Los ojos de Lionel brillaban de la emoción que aquellas palabras le brindaron. La esperanza había renacido. Todo su rostro se iluminó y la sonrisa que le siguió a la pregunta hizo que el mundo de Pablo se tambaleara y el aliento se escapara de sus pulmones.

—Sí.

Lionel dejó salir una risotada. El alivio le recorría el cuerpo de pies a cabeza y, en ese preciso instante, las noches anteriores habían pasado a un segundo plano, uno inexistente.

—Yo voy a hablar con ese alguien, pero vos me tenés que dar algo a cambio.

—Lo que sea —dijo Scaloni. Al ver la sonrisa de Pablo, una en su rostro se dibujó también.

Tenía que admitir que la sonrisa de aquel chico era linda. Linda y contagiosa. Con solo verlo las comisuras de sus labios se curvaban.

—Decime tu nombre.

Se lo pidió como si fuera su última voluntad. Con un último suspiro, con la vista clavada en sus ojos y totalmente serio. No supo en qué momento perdió la sonrisa, pero sí sabía que quería volver a verla pronto.

—Me llamo Lionel.

Pablo movió la cabeza satisfecho y le quitó la mirada de encima.

—Bueno, Lionel. Hoy mismo contacto a tu ilustrador y le hablo de vos.

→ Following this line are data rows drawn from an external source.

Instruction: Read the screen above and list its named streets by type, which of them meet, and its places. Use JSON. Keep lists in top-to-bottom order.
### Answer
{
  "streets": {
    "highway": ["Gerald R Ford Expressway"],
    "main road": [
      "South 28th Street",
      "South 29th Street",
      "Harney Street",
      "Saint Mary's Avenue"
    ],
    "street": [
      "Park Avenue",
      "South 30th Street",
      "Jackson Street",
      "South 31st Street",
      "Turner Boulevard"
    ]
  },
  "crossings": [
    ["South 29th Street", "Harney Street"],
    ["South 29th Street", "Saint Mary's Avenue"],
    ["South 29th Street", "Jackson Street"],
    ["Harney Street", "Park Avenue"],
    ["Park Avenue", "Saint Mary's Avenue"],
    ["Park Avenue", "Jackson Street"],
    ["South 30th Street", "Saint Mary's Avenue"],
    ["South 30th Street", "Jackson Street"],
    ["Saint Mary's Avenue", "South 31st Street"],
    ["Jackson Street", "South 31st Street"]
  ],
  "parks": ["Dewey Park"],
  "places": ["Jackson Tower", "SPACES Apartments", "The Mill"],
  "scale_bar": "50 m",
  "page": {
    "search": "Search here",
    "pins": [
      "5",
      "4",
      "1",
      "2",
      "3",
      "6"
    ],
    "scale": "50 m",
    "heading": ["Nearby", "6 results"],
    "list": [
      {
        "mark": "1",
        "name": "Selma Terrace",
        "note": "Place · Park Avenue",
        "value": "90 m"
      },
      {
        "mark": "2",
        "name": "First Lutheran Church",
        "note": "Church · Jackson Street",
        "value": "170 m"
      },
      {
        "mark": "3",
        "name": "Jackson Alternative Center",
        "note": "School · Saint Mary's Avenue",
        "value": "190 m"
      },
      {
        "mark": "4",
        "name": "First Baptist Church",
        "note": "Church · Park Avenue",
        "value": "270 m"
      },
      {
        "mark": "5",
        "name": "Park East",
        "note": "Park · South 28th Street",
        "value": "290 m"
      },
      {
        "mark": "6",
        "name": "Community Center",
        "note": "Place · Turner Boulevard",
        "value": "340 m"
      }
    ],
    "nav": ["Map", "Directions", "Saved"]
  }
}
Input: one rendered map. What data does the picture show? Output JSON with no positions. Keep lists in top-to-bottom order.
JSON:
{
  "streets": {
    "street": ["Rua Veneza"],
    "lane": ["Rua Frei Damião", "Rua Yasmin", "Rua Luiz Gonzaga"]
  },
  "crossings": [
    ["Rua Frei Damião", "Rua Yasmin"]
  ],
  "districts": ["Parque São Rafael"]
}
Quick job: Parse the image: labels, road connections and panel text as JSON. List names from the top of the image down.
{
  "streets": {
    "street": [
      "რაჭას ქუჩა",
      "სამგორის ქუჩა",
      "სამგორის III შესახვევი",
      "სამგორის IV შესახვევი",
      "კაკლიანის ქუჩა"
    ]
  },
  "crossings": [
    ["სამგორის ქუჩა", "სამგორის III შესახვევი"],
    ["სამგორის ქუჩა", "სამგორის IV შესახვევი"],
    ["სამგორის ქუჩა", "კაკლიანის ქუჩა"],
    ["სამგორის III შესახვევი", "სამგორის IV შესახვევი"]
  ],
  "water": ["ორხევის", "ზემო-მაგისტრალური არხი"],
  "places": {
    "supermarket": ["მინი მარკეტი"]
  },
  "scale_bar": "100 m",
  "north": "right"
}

—Gracias, Pablo, me salvaste la vida —dijo Lionel aún sonriente. Llevó una mano al hombro de Pablo y apretó suavemente. Debajo de la tela, y aunque no fuera su intención, Lionel pudo notar la calidez de su cuerpo y lo tenso que estaba. Pablo hizo una mueca apenas perceptible, pero Lionel, que estaba acostumbrado a observar todo, se percató de ella. Dejó la mano sobre su hombro unos segundos más antes de retirarla con suavidad.

—¿Estás bien? —le preguntó. Pablo movió la cabeza afirmando y volvió a cebar un mate. Esta vez, se lo ofreció a Lionel.

—¿Querés?

El escritor aceptó y tomó un sorbo de la bebida amarga. Qué raro, él habría apostado a que Pablo tomaba el mate dulce. Dulce como él.

—¿Vos estás mejor ya? —la pregunta de Pablo lo tomó por sorpresa.

—Estoy más aliviado, sí.

Terminó de tomar el mate y se lo devolvió a Pablo. Cuando el chico fue a agarrar el recipiente las yemas de sus dedos apenas se tocaron, pero fue suficiente para enviar un escalofrío por la columna de ambos y lograr que se pusieran rojos de repente.

—Más te vale, no quiero que te pongas a llorar de la nada. Tus ojos están tan rojos que siento que una brisa débil los va a hacer lagrimear.

—¿Tanto se nota? —Scaloni llevó una mano a su rostro y la apoyó en su mejilla, preocupado. De repente, y para sorpresa de Lionel, Pablo acercó su rostro a milímetros del suyo. El escritor se sorprendió y nervioso abrió los ojos desmesuradamente pero no hizo el amague de retroceder. En cuestión de segundos, los labios de Pablo se cerraron y dejaron un pequeño espacio para que un soplo de viento llegara a los ojos de Lionel. El aire frío impactó en ellos y, tal como dijo el chico frente a él, se llenaron de lágrimas.
Pablo rió y volvió a cebar un mate, esa vez para él mismo. Por otra parte estaba Lionel, cuyo corazón latía tan rápido que sentía que podría compararse con la velocidad a la que el planeta tierra giraba, y si bien no podía verse, sabía que toda su sangre se movía hacia un solo lugar. Sus mejillas ardían y sentía un cosquilleo desde el vientre hasta la boca del estómago.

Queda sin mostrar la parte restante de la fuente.